Here is a little mayonnaise recipe for you.

mayonnaise…and tartare sauce

mayonnaise…and tartare sauce

Mayonnaise & Tartare Sauce

including a FAILSAFE mayo for the RPAH diet

Preparation Time: 15 minutes 

No cooking required

For FAILSAFE diet, make a small batch, to be used up quickly, while the egg is fresh.

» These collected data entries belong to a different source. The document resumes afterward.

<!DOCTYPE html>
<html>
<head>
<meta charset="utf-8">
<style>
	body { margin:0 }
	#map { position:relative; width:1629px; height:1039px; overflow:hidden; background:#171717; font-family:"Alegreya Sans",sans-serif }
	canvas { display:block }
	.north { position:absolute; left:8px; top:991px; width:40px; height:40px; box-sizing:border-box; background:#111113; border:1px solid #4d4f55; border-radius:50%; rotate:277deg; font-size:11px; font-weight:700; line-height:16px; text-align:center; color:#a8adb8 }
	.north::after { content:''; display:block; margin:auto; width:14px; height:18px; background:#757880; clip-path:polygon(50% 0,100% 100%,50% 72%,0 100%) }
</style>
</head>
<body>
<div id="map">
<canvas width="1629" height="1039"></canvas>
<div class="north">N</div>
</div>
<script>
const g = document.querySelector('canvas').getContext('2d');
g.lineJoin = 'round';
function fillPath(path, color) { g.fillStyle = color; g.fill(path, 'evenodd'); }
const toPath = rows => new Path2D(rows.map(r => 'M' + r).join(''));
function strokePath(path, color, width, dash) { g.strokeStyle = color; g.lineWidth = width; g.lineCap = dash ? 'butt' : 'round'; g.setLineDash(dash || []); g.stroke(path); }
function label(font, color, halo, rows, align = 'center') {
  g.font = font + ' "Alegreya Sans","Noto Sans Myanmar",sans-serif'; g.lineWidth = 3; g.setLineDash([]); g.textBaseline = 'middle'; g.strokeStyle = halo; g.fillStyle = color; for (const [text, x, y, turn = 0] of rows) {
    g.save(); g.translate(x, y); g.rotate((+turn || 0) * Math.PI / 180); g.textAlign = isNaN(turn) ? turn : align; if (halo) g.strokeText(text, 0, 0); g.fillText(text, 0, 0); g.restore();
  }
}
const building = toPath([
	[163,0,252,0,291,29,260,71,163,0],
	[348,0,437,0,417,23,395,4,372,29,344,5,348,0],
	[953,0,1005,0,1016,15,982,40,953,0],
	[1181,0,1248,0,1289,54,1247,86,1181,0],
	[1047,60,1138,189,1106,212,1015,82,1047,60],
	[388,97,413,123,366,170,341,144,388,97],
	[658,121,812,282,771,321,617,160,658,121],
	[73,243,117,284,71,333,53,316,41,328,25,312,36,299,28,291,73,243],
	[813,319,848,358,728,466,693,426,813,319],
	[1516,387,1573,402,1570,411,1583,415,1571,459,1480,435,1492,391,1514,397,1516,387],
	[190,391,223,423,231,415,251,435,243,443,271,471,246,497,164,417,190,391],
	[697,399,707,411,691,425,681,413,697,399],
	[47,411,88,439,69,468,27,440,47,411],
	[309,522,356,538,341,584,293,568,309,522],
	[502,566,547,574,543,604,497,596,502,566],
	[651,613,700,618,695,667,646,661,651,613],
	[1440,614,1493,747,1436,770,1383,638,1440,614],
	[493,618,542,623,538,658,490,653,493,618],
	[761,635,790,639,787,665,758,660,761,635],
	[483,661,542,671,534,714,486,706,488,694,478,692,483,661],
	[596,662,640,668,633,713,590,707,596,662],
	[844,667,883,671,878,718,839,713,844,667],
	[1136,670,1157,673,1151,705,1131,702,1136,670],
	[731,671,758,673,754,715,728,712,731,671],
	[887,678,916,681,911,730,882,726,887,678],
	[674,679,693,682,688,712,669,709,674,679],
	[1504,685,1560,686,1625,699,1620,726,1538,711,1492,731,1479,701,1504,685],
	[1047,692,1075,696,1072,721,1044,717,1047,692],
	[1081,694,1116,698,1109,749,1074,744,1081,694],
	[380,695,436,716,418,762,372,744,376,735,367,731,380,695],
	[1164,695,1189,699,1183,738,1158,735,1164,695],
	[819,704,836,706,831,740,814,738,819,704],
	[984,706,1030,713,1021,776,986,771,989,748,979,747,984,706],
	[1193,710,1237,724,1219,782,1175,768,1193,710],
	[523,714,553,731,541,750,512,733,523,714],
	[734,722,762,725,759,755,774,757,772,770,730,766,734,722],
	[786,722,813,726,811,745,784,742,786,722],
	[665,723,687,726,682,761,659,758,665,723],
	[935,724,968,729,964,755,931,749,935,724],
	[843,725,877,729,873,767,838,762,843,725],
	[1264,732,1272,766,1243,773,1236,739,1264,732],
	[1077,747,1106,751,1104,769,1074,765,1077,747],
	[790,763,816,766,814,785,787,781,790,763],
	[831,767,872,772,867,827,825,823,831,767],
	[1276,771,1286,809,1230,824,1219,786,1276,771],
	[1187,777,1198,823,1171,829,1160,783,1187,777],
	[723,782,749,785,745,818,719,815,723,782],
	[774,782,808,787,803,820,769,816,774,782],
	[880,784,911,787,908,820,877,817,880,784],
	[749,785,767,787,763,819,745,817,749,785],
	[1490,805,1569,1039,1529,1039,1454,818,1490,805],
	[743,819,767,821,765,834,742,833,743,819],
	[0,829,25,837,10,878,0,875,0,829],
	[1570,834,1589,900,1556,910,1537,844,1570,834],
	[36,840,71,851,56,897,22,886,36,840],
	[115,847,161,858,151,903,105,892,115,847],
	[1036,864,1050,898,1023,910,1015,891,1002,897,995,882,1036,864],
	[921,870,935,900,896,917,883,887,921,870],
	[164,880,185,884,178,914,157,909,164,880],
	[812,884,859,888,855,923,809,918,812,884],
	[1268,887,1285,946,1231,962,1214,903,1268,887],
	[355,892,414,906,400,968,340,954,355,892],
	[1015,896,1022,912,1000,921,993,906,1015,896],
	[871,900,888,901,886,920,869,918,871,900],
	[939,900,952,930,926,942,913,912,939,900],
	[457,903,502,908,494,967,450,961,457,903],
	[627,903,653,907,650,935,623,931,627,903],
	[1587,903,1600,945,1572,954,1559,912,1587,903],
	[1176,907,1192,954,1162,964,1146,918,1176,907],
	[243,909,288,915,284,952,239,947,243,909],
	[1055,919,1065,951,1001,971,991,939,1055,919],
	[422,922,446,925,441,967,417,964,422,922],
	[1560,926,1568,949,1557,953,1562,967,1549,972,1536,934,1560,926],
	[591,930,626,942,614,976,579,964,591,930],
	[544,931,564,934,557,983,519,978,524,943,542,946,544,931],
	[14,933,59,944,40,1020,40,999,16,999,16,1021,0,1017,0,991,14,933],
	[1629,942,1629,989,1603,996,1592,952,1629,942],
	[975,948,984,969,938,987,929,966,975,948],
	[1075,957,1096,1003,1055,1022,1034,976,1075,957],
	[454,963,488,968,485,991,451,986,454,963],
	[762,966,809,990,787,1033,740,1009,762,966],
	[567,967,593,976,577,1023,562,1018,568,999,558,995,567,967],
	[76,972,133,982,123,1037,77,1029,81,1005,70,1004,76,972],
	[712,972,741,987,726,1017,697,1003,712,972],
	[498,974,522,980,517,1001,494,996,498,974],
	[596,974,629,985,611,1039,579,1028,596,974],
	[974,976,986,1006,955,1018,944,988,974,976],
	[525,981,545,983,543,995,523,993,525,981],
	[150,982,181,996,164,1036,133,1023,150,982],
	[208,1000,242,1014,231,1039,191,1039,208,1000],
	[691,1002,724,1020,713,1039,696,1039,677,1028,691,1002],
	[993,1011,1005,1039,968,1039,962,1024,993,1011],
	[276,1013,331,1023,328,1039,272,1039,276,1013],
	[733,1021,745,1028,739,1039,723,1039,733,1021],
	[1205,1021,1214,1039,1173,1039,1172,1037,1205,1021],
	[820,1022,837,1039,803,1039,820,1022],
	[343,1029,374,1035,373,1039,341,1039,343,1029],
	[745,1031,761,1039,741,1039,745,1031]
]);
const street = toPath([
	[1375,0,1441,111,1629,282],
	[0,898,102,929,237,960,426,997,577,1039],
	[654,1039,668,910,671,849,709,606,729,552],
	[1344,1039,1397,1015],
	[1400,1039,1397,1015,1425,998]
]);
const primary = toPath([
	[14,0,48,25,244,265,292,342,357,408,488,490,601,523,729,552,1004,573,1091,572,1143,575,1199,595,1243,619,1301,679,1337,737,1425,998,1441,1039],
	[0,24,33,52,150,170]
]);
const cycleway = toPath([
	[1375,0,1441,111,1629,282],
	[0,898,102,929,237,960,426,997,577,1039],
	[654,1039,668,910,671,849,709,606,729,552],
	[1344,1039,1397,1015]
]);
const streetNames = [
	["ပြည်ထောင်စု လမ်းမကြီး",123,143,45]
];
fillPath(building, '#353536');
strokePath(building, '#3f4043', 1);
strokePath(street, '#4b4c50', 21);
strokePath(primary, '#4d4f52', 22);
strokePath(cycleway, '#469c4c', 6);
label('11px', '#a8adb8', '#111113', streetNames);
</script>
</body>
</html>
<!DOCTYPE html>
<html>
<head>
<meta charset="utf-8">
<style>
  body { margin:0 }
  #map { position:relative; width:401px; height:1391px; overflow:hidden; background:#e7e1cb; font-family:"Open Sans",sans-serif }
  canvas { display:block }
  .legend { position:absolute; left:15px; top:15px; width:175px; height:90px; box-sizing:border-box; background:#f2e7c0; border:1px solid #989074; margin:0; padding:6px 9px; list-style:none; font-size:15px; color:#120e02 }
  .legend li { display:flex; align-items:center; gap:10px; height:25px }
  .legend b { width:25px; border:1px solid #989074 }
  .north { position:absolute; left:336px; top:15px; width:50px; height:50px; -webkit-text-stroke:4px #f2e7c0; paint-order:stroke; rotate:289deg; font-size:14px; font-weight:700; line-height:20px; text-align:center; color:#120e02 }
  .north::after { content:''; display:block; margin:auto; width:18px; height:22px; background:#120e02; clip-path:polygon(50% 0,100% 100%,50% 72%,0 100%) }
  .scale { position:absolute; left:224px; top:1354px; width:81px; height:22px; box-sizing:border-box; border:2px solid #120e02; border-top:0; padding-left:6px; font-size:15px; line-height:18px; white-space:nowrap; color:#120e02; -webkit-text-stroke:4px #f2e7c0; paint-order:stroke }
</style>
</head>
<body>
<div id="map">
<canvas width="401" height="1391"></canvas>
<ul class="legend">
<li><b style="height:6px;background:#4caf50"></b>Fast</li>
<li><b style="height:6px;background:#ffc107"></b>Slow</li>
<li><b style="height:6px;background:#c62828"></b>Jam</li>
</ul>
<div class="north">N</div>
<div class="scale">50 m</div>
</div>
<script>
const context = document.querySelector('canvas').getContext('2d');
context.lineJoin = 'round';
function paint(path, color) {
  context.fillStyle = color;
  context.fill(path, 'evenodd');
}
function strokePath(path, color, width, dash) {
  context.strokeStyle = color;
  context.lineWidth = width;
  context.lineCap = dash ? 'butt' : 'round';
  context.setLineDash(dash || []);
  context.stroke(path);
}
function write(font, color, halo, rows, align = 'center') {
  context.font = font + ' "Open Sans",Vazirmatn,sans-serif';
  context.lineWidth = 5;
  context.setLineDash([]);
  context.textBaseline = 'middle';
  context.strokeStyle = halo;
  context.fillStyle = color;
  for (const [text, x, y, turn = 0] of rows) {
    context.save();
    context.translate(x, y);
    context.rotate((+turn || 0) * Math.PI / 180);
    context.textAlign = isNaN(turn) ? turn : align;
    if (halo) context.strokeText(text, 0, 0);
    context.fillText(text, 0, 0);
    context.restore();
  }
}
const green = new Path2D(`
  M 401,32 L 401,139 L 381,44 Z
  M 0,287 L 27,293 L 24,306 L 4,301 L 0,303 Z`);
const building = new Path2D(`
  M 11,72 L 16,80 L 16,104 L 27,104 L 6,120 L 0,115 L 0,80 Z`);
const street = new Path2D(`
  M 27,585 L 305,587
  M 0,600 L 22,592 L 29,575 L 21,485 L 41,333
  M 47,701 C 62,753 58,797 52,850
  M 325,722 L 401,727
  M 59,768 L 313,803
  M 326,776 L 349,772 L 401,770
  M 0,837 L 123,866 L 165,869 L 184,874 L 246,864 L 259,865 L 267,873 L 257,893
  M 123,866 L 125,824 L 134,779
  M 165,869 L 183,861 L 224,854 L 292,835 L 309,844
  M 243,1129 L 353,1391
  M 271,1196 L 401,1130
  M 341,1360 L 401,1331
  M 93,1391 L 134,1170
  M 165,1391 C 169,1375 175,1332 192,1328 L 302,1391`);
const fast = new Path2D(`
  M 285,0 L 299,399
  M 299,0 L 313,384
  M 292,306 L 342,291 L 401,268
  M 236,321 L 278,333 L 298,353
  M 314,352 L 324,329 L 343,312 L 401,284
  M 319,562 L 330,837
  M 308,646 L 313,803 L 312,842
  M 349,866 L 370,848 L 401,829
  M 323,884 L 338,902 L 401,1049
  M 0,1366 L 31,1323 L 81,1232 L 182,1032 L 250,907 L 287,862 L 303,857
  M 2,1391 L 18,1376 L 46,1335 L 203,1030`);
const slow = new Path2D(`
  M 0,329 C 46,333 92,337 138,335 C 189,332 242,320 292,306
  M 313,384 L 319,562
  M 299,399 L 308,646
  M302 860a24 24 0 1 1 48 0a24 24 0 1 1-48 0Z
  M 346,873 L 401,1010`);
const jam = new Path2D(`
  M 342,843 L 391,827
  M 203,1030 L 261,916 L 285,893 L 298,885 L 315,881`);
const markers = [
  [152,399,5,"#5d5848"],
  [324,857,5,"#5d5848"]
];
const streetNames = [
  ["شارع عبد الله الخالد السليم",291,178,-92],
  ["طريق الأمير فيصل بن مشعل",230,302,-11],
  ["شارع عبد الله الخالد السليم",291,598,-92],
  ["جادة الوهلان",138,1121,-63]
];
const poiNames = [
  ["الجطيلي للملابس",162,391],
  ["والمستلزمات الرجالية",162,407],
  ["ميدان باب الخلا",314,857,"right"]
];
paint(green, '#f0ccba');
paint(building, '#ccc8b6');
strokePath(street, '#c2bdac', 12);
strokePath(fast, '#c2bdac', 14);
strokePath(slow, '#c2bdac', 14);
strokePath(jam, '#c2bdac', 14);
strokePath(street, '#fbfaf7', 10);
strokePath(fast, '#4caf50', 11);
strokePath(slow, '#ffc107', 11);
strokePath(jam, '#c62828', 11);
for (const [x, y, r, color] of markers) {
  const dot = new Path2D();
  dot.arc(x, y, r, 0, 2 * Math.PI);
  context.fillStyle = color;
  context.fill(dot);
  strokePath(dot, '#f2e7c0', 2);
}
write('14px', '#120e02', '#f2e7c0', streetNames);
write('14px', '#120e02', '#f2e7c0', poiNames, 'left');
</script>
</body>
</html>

  • ⅓ cup apple cider vinegar (for FAILSAFE, ¼ tsp citric acid dissolved in ¼ cup water)
  • 1 heaped tsp seasalt
  • 2 tsp french mustard (optional. EXCLUDE for FAILSAFE)
  • 1 fresh whole organic egg
  • 1 cup Extra Virgin Olive Oil (for FAILSAFE, ⅔ to 1 cup of refined sunflower or safflower oil)
  • not for FAILSAFERS – make it a Tartare Sauce by adding 2 tbsp of capers and zest of half a lemon when you’ve nearly finished blending.


  1. Prepare two glass jars by placing in the oven, lid off (but also in the oven) at 100° for ten minutes. Remove and leave to cool while you blend the mix.
  2. Place salt, vinegar (or citric acid combination) and mustard in the blender.
  3. Blend until combined and salt (and citric acid) dissolved.
  4. Add the egg and blend until combined.
  5. Keep the blender ON, while you slowly pour in the oil drip by drip through the lid hole.
  6. Add the capers and lemon zest if you are making tartare.
  7. Pour into your prepared jars. Leave over night to set in the fridge, as the consistency will firm up.

Imagine being the cook in a kitchen pre 1930s, when you had to whisk in every drop of oil by hand. No wonder mayonnaise was a delicacy. Something for those who could afford a cook and a kitchen maid!

Today, it’s so easy to make mayonnaise, it’s ridiculous. There’s no excuse for buying commercial mayonnaises which are, without fail, full of unnecessary additives.

Our friend and her ten year old son came over for lunch recently. I had freshly made mayonnaise. He adored it so much, that he lathered it on crispy gluten free crackers like dip! Once in a while, it can’t hurt!

FAILSAFERS, I welcome your thoughts and constructive comments, as I begin to navigate my way through the low additive and low chemical diet.